All right, let’s get serious about this. The world’s highest ‘motorable road’ is not the one you’ve been told about. It is not even in the Himalaya.
Indeed, the one you’re thinking of is not even in the top ten. Some time ago I researched this question and with the help of Dheeraj Sharma I came up with Quebrada Ojos del Salado (Ravine of Salty Tears) in Chile as the clear winner.
The road is near the border with Argentina and it’s generally agreed that it reaches to 6646 metres on the mountain whose peak is at 6893m, which makes it the world’s highest active volcano. The base camp for climbers attempting the mountain is somewhat lower again at Refugio Atacama. Highway 31, a well-maintained gravel main road, is not terribly far away. There are no other accessible, motorable roads in the world above 6000 metres.
“Yes, but,” I can hear you say, especially if you’ve ridden to the top of a well-known and carefully signposted pass some 40km from Leh in Ladakh and are under the impression that you had reached the highest motorable pass in the world, “what about Khardung La?”
Sadly, just because a sign says something doesn’t mean it’s so.
Dheeraj Sharma, to whom I am enormously grateful for his research, was under the same impression once. He recalls “posing with the sign board of Khardung La Pass in Ladakh and having a great sense of achievement… However,” he goes on, “for those of us who have scaled over Khardung La Pass and felt that we were on top of the world then I would like to pause here and break your heart…”
What a bastard. But he makes up for the breakage by pointing out that the actual highest accessible and motorable pass (rather than a road) in the world is not terribly far away if you’re hanging around Khardung La anyway.

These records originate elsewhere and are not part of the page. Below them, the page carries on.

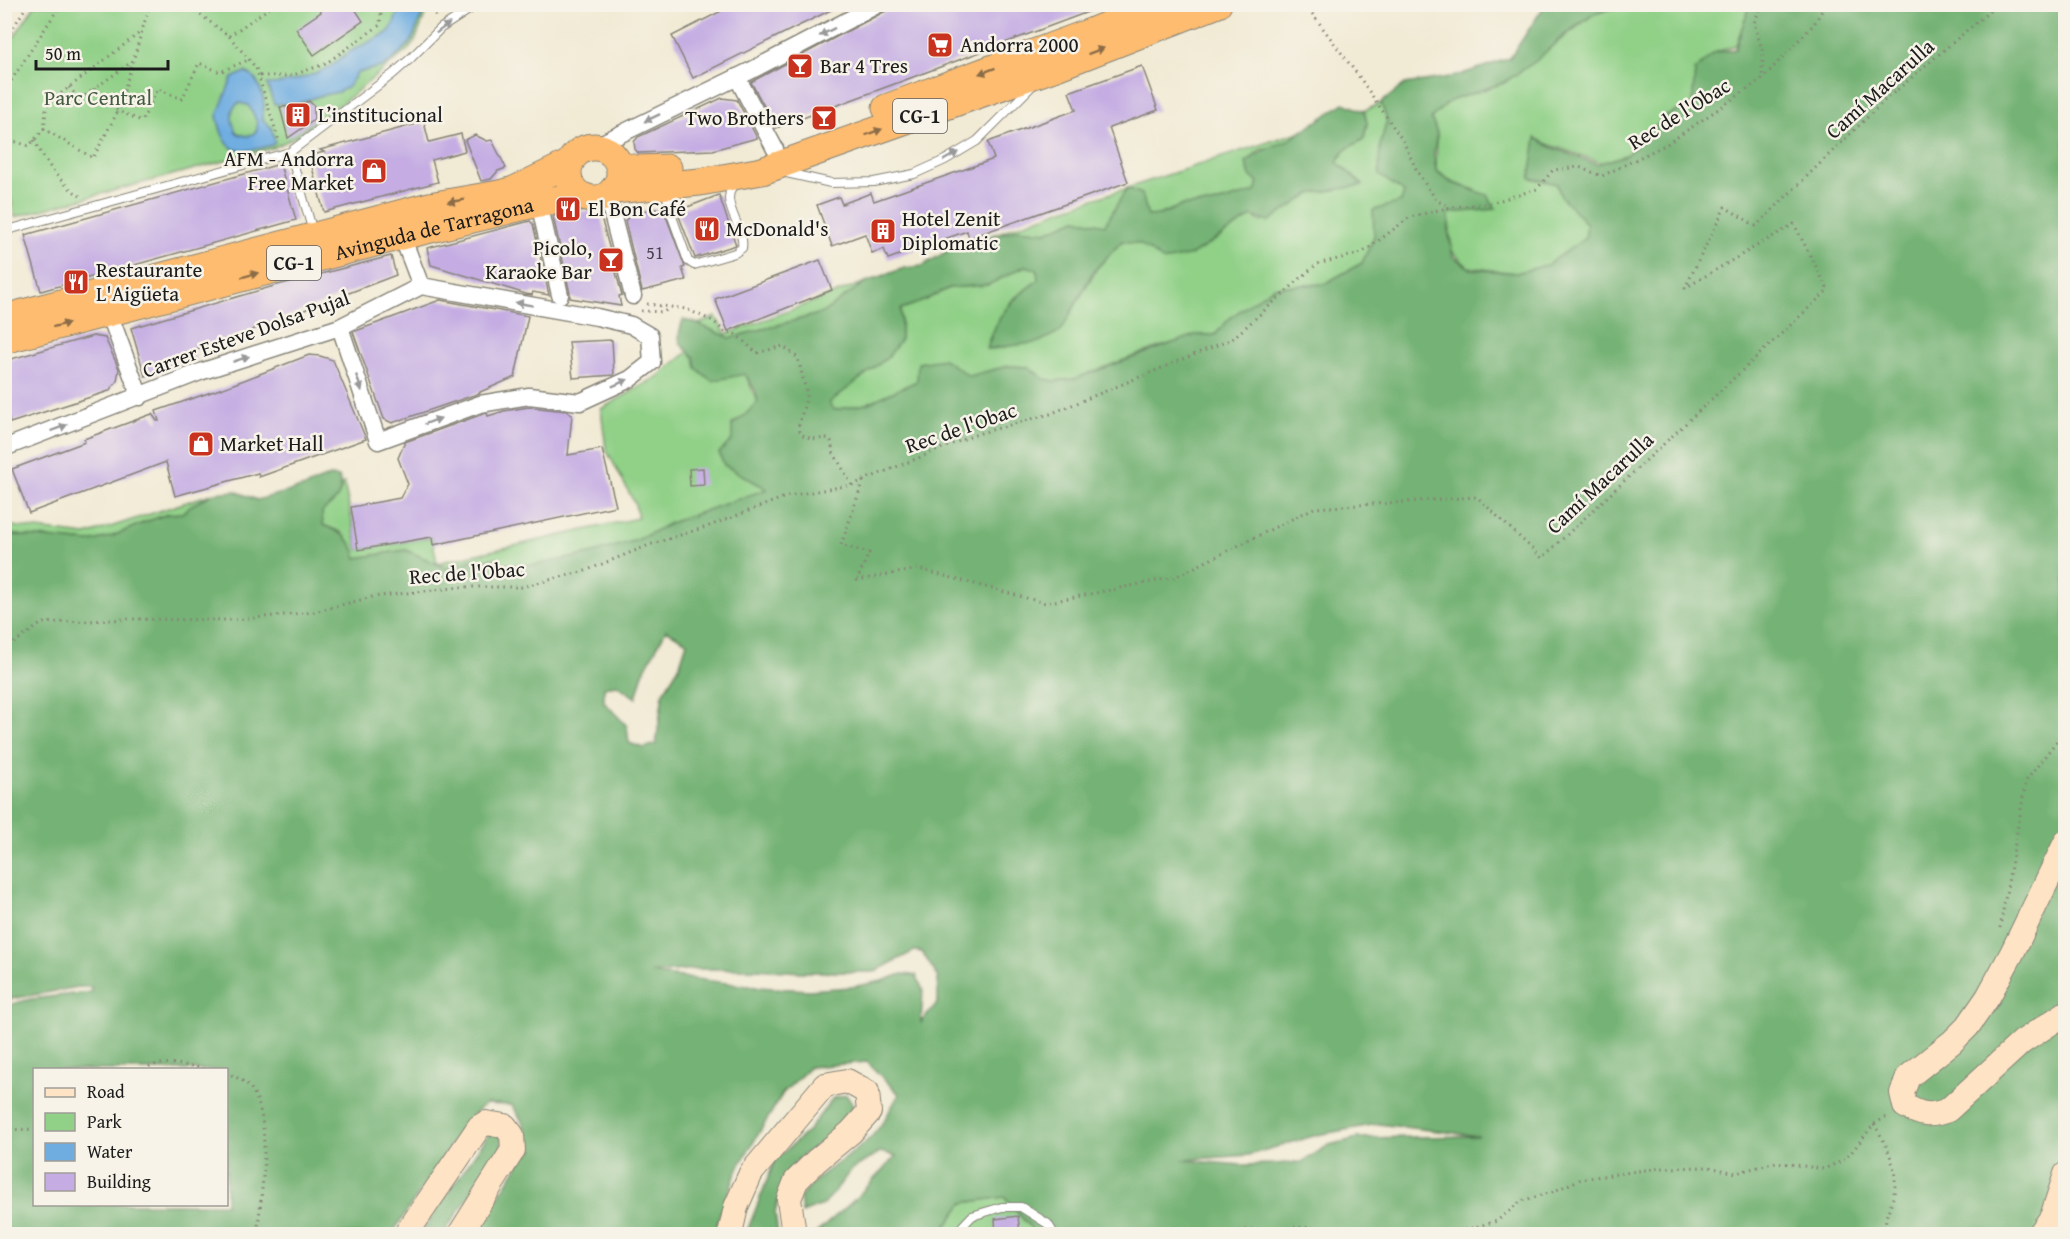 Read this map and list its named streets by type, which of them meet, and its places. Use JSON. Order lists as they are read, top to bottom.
{
  "streets": {
    "highway": ["CG-1", "Avinguda de Tarragona"],
    "street": ["Carrer Esteve Dolsa Pujal"],
    "path": ["Camí Macarulla", "Rec de l'Obac"]
  },
  "crossings": [
    ["Camí Macarulla", "Rec de l'Obac"],
    ["CG-1", "Avinguda de Tarragona"]
  ],
  "one_way": ["Carrer Esteve Dolsa Pujal"],
  "parks": ["Parc Central"],
  "places": {
    "supermarket": ["Andorra 2000"],
    "bar": ["Bar 4 Tres", "Two Brothers", "Picolo, Karaoke Bar"],
    "building": ["L’institucional", "Hotel Zenit Diplomatic"],
    "shop": ["AFM - Andorra Free Market", "Market Hall"],
    "restaurant": ["El Bon Café", "McDonald's", "Restaurante L'Aigüeta"]
  },
  "house_numbers": ["51"],
  "legend": [
    "Road",
    "Park",
    "Water",
    "Building"
  ],
  "scale_bar": "50 m"
} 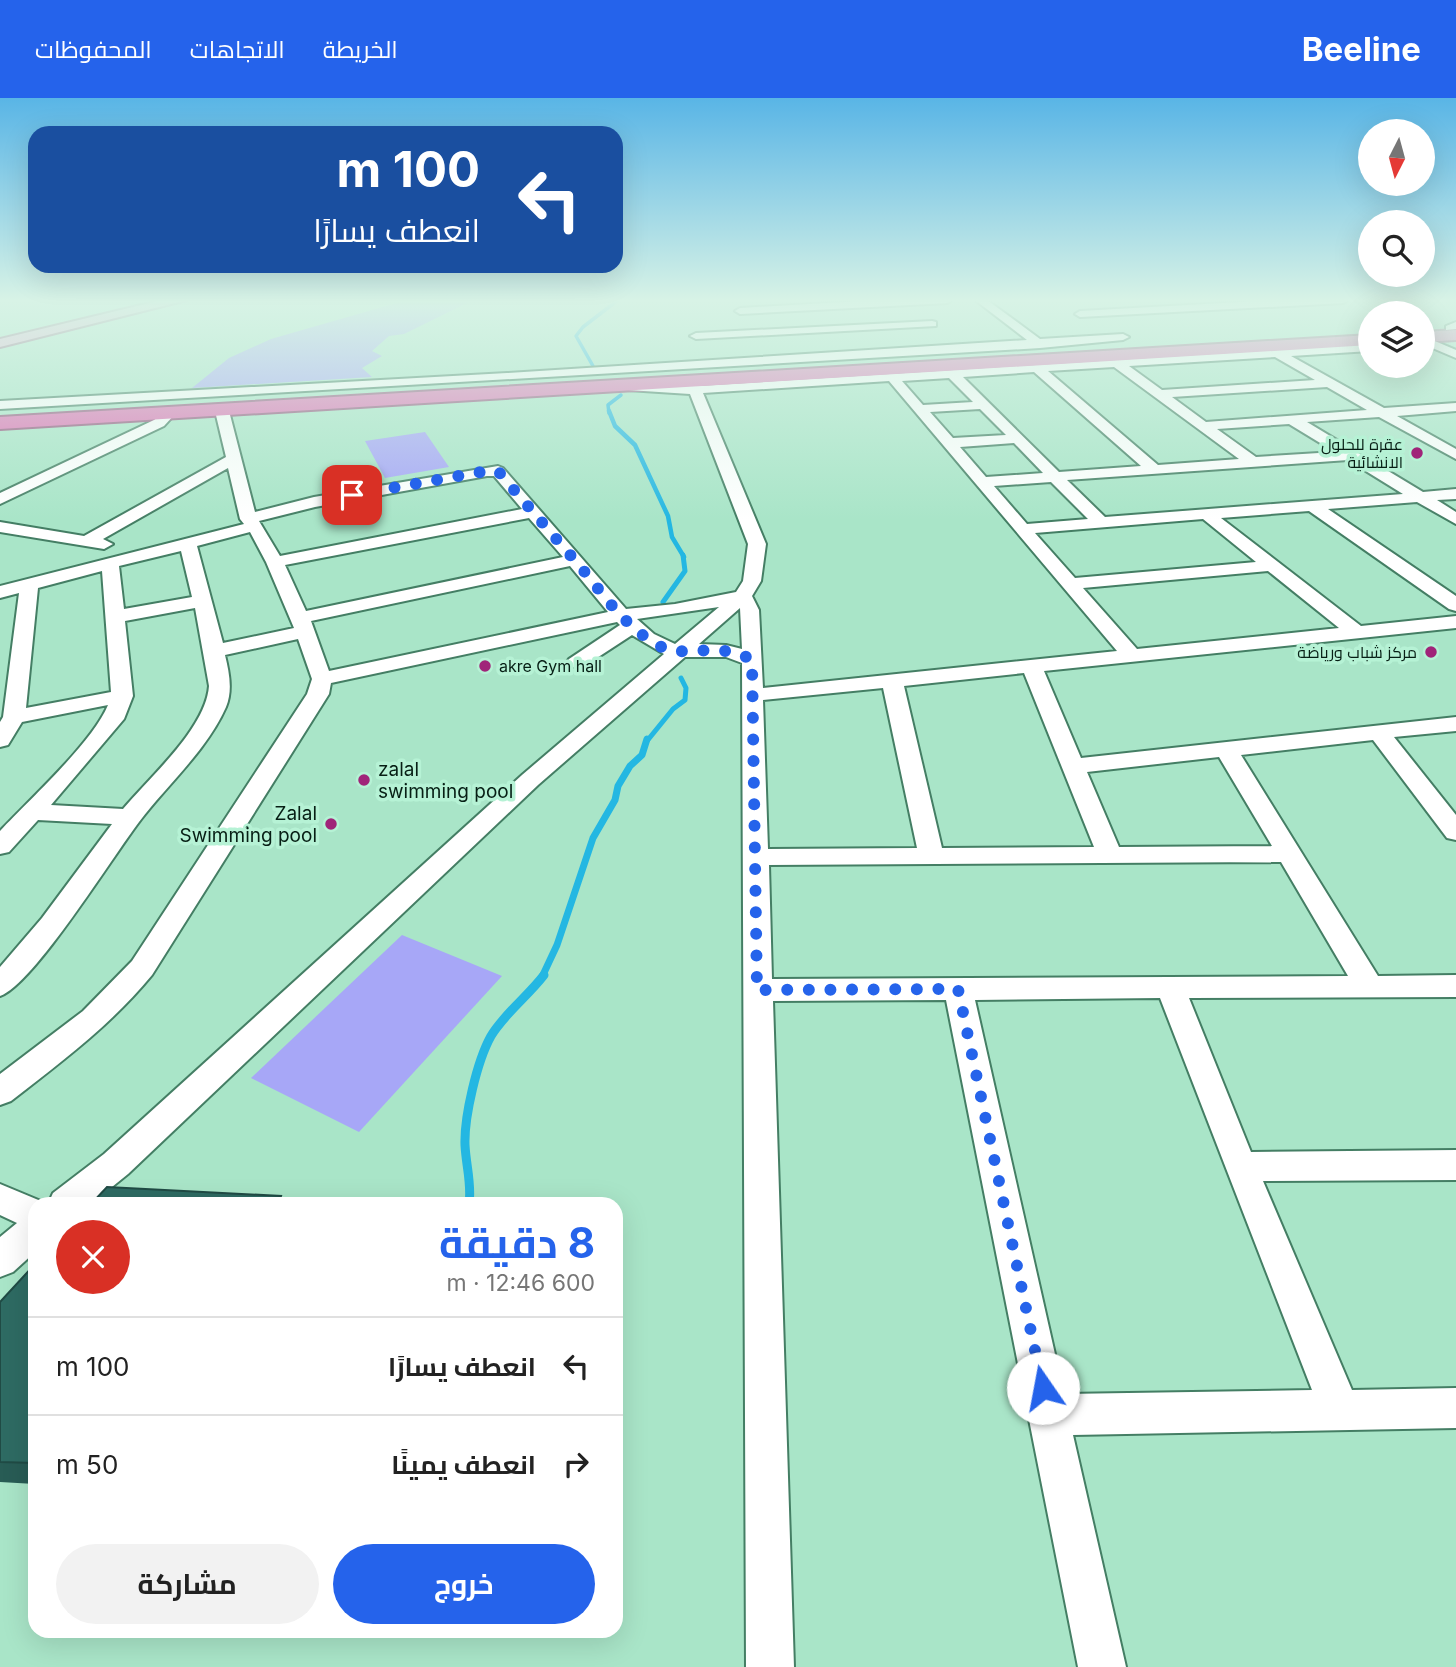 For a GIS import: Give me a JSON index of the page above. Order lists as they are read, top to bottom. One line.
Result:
{"places":["عقرة للحلول الانشائیة","مركز شباب ورياضة","akre Gym hall","zalal swimming pool","Zalal Swimming pool"],"north":"bottom","page":{"header":"Beeline","nav":["الخريطة","الاتجاهات","المحفوظات"],"turn":["100 m","انعطف يسارًا"],"heading":["8 دقيقة","600 m · 12:46"],"list":[{"name":"انعطف يسارًا","value":"100 m"},{"name":"انعطف يمينًا","value":"50 m"}],"buttons":["خروج","مشاركة"]}} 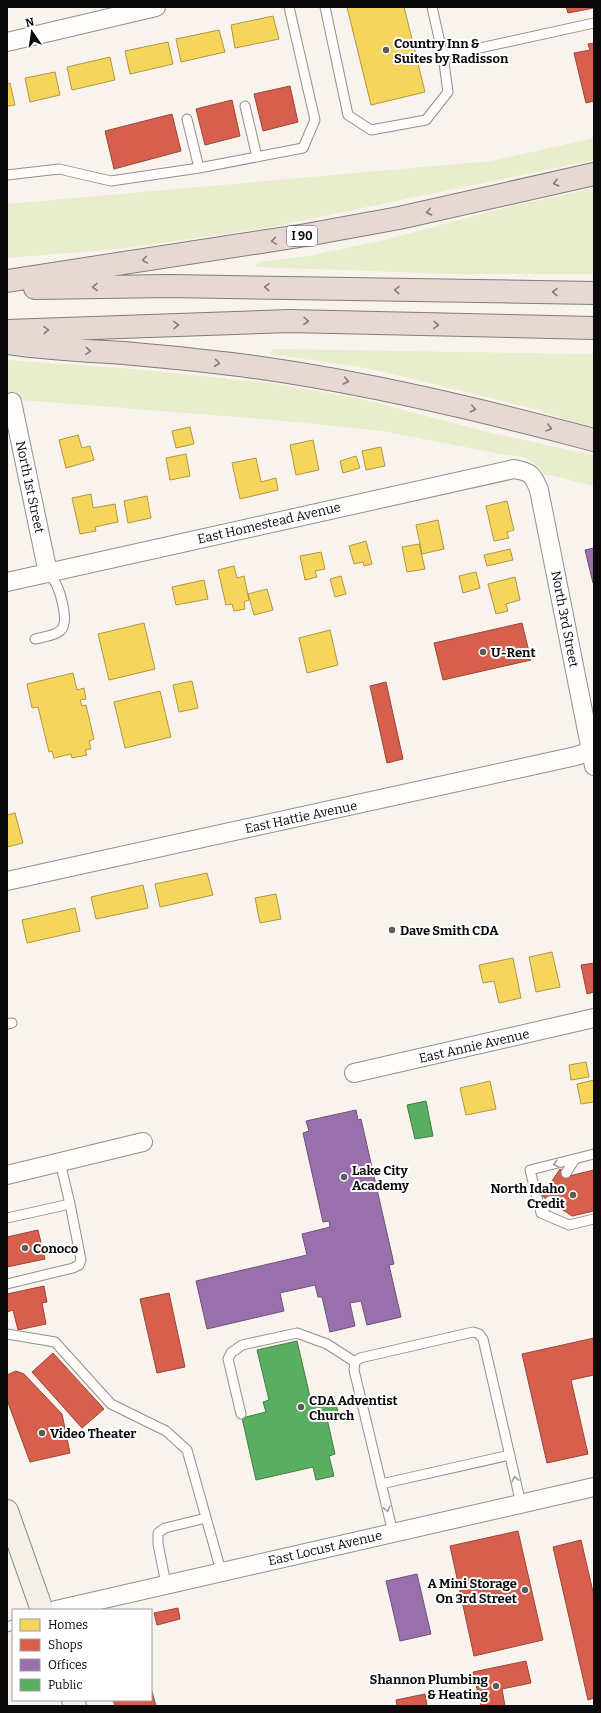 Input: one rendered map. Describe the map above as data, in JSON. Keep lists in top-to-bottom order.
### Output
{
  "streets": {
    "highway": ["I 90"],
    "street": [
      "North 1st Street",
      "East Homestead Avenue",
      "North 3rd Street",
      "East Hattie Avenue",
      "East Annie Avenue",
      "East Locust Avenue"
    ]
  },
  "crossings": [
    ["North 1st Street", "East Homestead Avenue"],
    ["East Homestead Avenue", "North 3rd Street"],
    ["North 3rd Street", "East Hattie Avenue"]
  ],
  "places": [
    "Country Inn & Suites by Radisson",
    "U-Rent",
    "Dave Smith CDA",
    "Lake City Academy",
    "North Idaho Credit",
    "Conoco",
    "CDA Adventist Church",
    "Video Theater",
    "A Mini Storage On 3rd Street",
    "Shannon Plumbing & Heating"
  ],
  "legend": [
    "Homes",
    "Shops",
    "Offices",
    "Public"
  ],
  "north": "top"
} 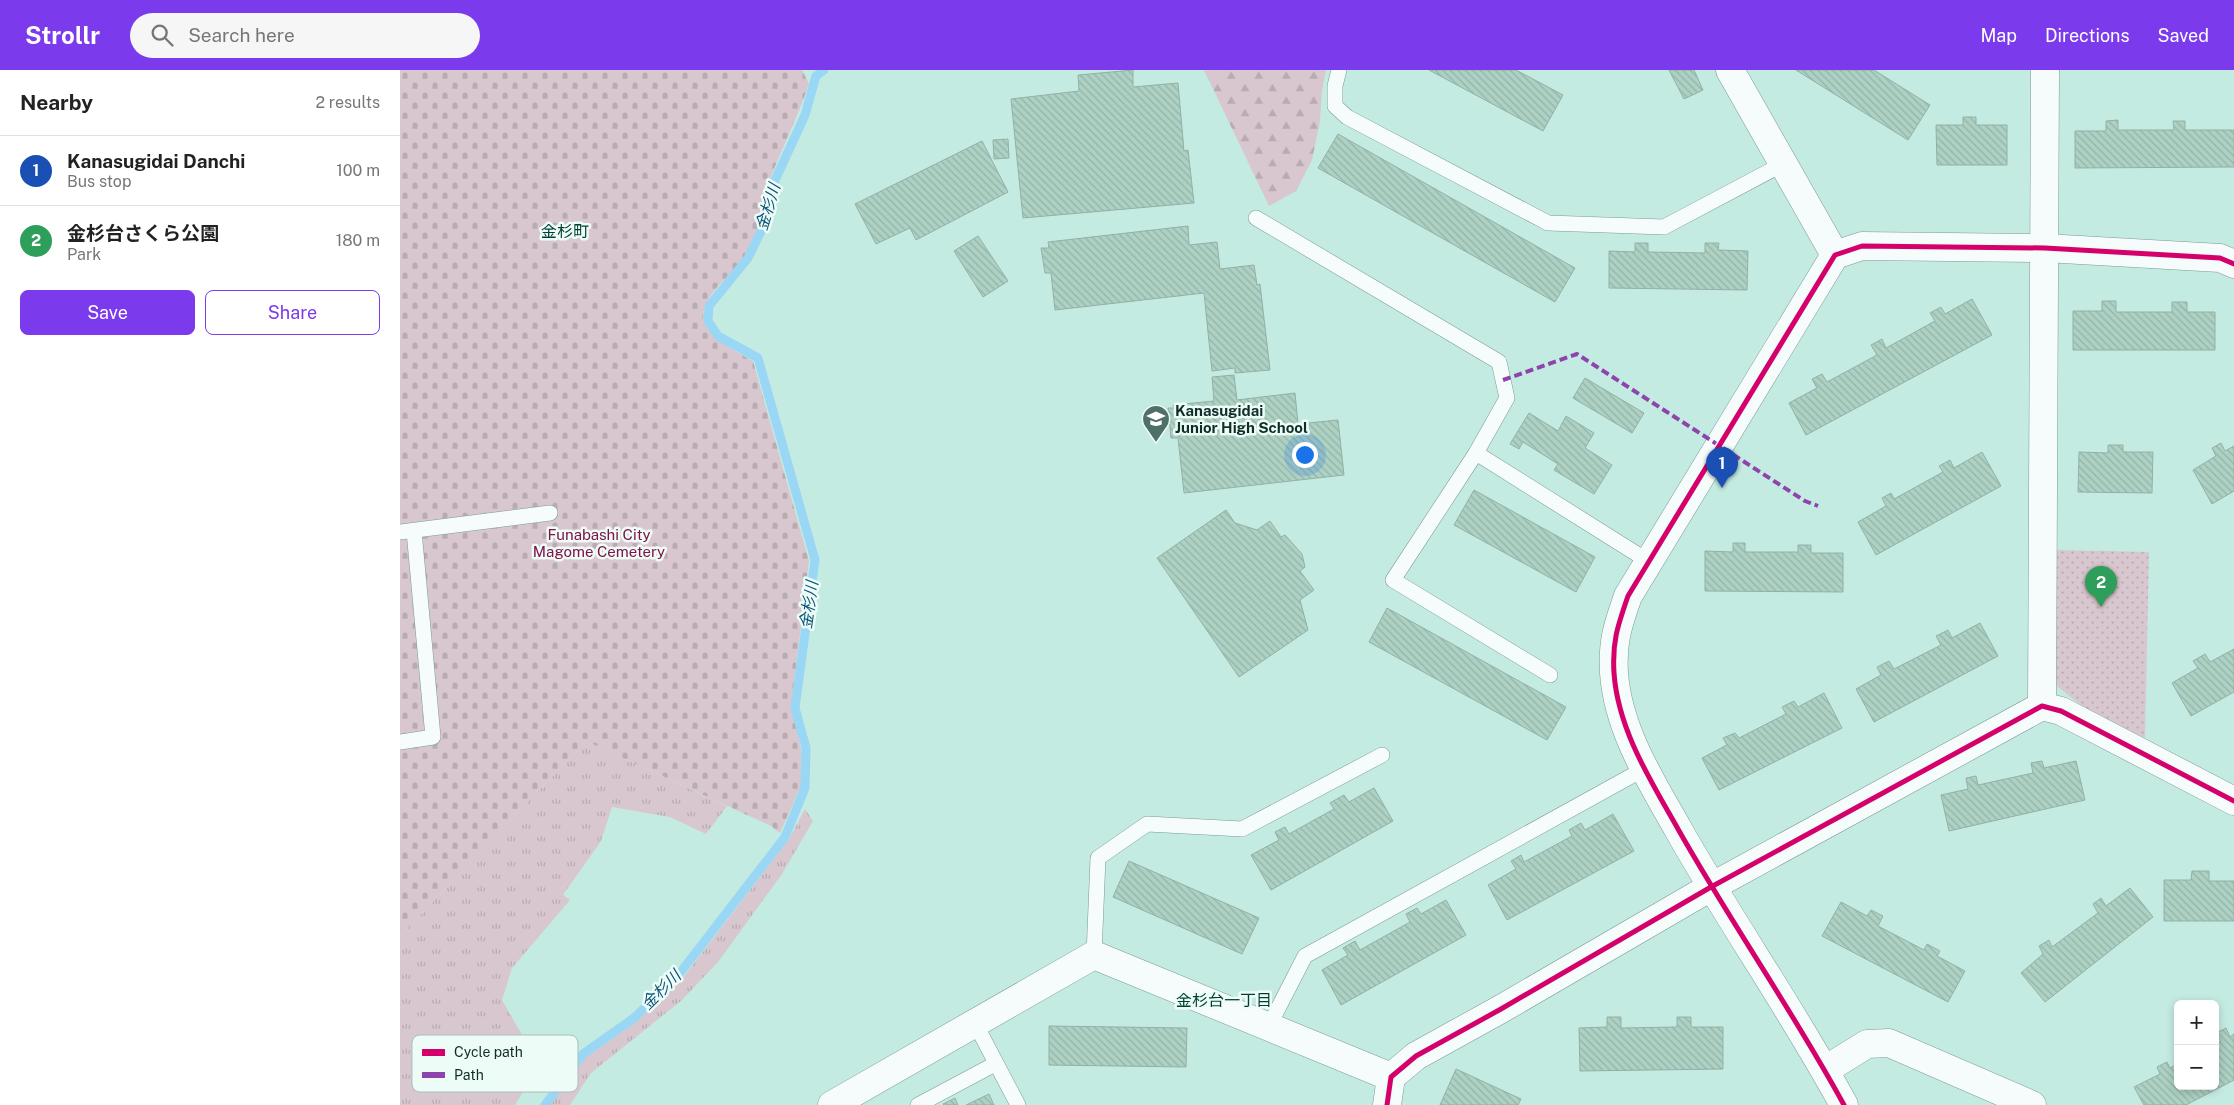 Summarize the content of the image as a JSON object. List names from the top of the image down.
{
  "districts": ["金杉町", "金杉台一丁目"],
  "water": ["金杉川"],
  "parks": ["Funabashi City Magome Cemetery"],
  "places": {
    "school or university": ["Kanasugidai Junior High School"]
  },
  "legend": ["Cycle path", "Path"],
  "page": {
    "header": "Strollr",
    "search": "Search here",
    "nav": ["Map", "Directions", "Saved"],
    "heading": ["Nearby", "2 results"],
    "list": [
      {
        "mark": "1",
        "name": "Kanasugidai Danchi",
        "note": "Bus stop",
        "value": "100 m"
      },
      {
        "mark": "2",
        "name": "金杉台さくら公園",
        "note": "Park",
        "value": "180 m"
      }
    ],
    "buttons": ["Save", "Share"],
    "pins": ["1", "2"],
    "map_buttons": ["+", "−"]
  }
}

“It’s about 235km from Leh,” he writes, “and it is called Umling La.” It reaches 5883 metres, and the Indian DoW (Department of Works) has done a wonderful job on it – it is even tarred! It’s true, I’ve seen the DoW photos – they apparently had to send their workers to a lower altitude after a short while because they became disoriented and incapable of working at that altitude.”
We leave India again for the third highest road, and head for Bolivia. The road to Uturuncu is in Potosi and until recently was often considered to be the world’s highest motorable road. It reaches 5,777 metres.
Number four is the road on the uphill side of Mana Pass or Dungri La, at 5610m on the border between Tibet and India in the state of Uttarakhand. You need a pass (no pun intended) from the Indian Army, but it’s no problem to get that apparently. “The well-graded gravel-dirt road is higher on the Indian side than the new road on the Tibetan side,” says Dheeraj. Theoretically that would make the road on the Tibetan side number five, but let’s not quibble.
We’ll call Marsimek La or Marsimik La number five. It is in Ladakh, India “where civilians, though native to India, with prior permits from the army can travel and scale this daunting pass at an altitude of 5582m,” writes Dheeraj. “Getting a permit to Marsimik La is a little easier in comparison to getting a permit to that highest road to Mana Pass or Dungri La road.”
Number six goes to Semo La, in Tibet, at 5565m. It is in central Tibet and it seems that “Travellers use this route as an alternative access route to western Tibet and Mount Kailash, especially when mud makes access by the more southern route difficult.“ It sounds reasonably accessible, especially if you’re in Tibet anyway.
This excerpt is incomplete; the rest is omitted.